The Aluminum Corporation of China (Chalco) Wednesday predicted huge losses for 2012 due to the sluggish domestic aluminum market, but projected that its coal projects in China and abroad will bring profits in 2013.
In 2012, the price of aluminum dropped by some 7 percent year-on-year.
Chalco also reduced the year's production of alumina, a material used to make aluminum, to 1.7 million tons due to Indonesia's ban on bauxite product exporting, which caused alumina costs to increase by some 4 percent, Chalco said in a statement posted on the Shanghai Stock Exchange on Wednesday.
The company did not reveal the specific amount of its loss.
The gloomy aluminum market around the world likely caused Chalco to lose tens of millions of yuan per month in 2012, said Li Chaolin, a coal and energy expert with Anbound Consulting.
In 2013, the company said, it plans to respond to the losses by decreasing production costs in its aluminum operation and scaling up its investments in coal projects.

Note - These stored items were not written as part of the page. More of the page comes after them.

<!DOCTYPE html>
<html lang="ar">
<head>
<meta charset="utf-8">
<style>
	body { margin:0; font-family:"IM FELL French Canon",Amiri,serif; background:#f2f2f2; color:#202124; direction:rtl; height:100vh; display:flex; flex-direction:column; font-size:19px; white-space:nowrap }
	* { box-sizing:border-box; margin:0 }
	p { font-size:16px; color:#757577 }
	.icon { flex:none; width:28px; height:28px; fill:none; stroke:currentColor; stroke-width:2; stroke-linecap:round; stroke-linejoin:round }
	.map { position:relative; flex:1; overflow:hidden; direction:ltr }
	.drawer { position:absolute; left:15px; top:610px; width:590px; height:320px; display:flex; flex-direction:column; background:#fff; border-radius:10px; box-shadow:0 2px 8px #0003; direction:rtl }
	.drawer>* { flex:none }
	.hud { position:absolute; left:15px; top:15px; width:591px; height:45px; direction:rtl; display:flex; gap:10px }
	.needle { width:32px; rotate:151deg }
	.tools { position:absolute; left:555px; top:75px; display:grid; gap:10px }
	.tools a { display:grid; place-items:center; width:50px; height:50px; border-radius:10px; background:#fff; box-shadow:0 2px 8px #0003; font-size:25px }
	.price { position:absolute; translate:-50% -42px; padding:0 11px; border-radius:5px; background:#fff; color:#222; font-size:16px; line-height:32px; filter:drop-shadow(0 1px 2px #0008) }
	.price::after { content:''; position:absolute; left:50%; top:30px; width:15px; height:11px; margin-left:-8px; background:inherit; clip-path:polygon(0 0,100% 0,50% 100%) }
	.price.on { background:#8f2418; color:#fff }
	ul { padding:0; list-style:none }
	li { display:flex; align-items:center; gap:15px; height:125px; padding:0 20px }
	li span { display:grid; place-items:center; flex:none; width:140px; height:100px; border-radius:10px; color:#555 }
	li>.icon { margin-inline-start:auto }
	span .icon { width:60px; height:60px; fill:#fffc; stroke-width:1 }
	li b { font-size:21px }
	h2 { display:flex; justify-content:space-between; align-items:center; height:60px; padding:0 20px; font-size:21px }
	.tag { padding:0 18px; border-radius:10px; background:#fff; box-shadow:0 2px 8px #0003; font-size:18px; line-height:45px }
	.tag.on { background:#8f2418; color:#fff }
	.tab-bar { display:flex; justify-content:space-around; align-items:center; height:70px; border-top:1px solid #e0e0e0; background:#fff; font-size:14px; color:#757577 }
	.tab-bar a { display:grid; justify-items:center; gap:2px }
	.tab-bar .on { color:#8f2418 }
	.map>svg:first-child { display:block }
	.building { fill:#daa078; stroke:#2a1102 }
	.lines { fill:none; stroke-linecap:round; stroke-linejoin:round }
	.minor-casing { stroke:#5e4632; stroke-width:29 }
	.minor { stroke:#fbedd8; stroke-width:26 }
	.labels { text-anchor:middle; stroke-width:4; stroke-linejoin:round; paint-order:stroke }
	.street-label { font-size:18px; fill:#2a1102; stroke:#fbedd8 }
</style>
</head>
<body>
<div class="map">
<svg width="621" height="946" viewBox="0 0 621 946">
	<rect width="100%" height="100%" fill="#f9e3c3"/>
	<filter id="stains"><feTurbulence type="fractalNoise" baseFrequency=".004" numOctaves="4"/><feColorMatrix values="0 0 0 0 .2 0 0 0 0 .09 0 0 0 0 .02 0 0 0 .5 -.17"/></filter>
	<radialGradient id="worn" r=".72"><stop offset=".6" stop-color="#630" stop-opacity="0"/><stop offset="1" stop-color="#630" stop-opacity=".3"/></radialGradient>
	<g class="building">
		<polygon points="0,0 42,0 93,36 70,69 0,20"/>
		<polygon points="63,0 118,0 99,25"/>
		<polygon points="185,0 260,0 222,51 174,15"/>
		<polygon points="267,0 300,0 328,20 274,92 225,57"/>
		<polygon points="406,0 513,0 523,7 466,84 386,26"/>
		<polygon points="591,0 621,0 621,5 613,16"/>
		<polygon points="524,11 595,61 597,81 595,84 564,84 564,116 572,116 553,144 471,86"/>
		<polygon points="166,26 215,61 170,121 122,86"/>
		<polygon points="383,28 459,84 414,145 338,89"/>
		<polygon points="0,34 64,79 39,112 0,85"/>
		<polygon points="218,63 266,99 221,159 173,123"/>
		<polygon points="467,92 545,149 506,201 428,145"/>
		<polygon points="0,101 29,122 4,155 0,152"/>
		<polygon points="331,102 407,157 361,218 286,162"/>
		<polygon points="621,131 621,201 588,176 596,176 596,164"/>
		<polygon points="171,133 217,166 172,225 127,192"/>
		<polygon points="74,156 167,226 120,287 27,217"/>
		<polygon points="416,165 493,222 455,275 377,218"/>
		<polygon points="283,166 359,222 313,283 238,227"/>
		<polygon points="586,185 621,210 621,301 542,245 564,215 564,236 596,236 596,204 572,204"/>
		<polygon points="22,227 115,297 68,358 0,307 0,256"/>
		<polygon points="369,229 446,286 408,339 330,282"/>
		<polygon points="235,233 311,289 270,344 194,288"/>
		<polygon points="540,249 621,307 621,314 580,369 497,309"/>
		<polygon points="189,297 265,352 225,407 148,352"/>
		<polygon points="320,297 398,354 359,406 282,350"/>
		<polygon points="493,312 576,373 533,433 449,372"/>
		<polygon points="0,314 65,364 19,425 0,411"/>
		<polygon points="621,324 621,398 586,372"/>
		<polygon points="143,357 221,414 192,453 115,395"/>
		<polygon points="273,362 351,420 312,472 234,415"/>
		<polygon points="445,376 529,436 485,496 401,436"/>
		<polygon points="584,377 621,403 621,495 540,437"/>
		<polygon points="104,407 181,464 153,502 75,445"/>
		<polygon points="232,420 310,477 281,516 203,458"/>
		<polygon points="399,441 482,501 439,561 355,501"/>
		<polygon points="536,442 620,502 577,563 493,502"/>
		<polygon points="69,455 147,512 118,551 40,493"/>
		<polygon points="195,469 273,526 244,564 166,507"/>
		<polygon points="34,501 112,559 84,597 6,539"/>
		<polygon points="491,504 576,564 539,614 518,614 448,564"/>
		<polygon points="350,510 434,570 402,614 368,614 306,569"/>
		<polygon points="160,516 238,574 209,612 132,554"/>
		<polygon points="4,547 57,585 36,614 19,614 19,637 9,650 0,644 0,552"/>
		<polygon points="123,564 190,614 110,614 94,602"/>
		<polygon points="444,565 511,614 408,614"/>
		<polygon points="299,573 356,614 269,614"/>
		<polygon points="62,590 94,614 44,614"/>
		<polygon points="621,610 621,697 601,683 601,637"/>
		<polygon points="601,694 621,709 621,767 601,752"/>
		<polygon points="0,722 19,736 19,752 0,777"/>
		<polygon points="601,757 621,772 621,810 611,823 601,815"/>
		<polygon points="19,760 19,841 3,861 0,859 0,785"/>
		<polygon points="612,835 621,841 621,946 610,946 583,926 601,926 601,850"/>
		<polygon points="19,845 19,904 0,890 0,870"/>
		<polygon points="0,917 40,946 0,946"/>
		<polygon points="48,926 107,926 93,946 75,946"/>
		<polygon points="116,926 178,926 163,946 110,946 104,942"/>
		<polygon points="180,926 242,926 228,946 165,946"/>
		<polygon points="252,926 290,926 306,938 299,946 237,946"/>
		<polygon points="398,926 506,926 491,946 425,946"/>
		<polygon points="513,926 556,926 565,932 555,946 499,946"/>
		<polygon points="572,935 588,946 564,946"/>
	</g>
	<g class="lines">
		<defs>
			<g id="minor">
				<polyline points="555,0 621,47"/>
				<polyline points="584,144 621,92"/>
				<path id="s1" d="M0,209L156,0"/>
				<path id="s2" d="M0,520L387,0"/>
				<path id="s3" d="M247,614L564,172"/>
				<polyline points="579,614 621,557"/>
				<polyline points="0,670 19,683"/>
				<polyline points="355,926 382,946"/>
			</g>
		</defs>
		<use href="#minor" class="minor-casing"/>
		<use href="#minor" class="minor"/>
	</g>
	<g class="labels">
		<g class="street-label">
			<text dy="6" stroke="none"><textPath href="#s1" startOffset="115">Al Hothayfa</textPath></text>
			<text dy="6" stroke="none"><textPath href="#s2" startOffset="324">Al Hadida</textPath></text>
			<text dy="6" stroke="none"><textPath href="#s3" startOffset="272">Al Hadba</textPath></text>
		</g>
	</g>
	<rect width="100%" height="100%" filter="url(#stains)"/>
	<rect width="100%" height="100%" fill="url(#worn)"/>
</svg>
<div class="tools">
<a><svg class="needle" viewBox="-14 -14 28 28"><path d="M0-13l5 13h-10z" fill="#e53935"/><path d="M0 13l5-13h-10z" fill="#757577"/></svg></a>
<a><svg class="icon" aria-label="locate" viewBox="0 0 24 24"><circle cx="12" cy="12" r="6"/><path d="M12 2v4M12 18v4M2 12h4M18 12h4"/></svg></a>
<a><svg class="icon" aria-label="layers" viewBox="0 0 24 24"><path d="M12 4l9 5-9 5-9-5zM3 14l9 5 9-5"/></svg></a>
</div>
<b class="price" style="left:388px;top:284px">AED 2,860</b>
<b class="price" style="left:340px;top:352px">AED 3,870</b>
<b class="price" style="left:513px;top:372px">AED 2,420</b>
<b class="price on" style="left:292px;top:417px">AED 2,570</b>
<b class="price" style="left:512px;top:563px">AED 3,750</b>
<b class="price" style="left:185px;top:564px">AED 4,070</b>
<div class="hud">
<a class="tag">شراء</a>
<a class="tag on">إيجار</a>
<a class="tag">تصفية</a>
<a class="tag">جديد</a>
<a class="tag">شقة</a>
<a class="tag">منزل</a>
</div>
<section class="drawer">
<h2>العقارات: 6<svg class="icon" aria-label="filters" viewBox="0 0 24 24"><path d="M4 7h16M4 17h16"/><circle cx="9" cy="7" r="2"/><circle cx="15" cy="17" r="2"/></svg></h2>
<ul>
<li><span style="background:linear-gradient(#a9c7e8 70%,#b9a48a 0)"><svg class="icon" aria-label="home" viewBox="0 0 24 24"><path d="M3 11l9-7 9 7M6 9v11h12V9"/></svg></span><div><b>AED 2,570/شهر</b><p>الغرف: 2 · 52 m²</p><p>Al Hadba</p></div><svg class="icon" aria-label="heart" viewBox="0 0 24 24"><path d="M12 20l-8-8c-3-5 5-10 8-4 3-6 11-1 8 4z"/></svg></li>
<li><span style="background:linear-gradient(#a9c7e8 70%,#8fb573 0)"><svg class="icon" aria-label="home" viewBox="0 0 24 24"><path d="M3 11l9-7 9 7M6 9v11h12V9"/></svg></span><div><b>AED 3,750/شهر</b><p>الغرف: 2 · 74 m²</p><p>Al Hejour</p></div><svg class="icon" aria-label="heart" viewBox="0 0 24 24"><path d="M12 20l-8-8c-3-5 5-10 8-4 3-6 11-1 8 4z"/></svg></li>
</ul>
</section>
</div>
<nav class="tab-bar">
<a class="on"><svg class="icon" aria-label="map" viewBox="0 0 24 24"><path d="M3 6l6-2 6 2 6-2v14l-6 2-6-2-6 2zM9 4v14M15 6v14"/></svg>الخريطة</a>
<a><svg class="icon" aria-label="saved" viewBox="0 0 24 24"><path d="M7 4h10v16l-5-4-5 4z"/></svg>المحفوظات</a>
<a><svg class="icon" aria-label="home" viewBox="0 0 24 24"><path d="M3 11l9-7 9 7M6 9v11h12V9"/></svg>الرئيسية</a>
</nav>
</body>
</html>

Chalco should shift its focus from aluminum to its coking coal operation, since coking coal is lucrative and rare in China at present, said Li.
Li said that coking coal in China, which mostly relies on imports, can be sold at a high 1,300 yuan ($209) per ton, compared to ordinary coal's price of 630 yuan per ton.
If the coking coal operation goes well in 2013, it should largely offset Chalco's current losses, but that hope is clouded by Chalco's dispute over its coal-for-loan deal with Mongolia's state-owned coal company Erdenes-Tavan Tolgoi (E-TT), he noted.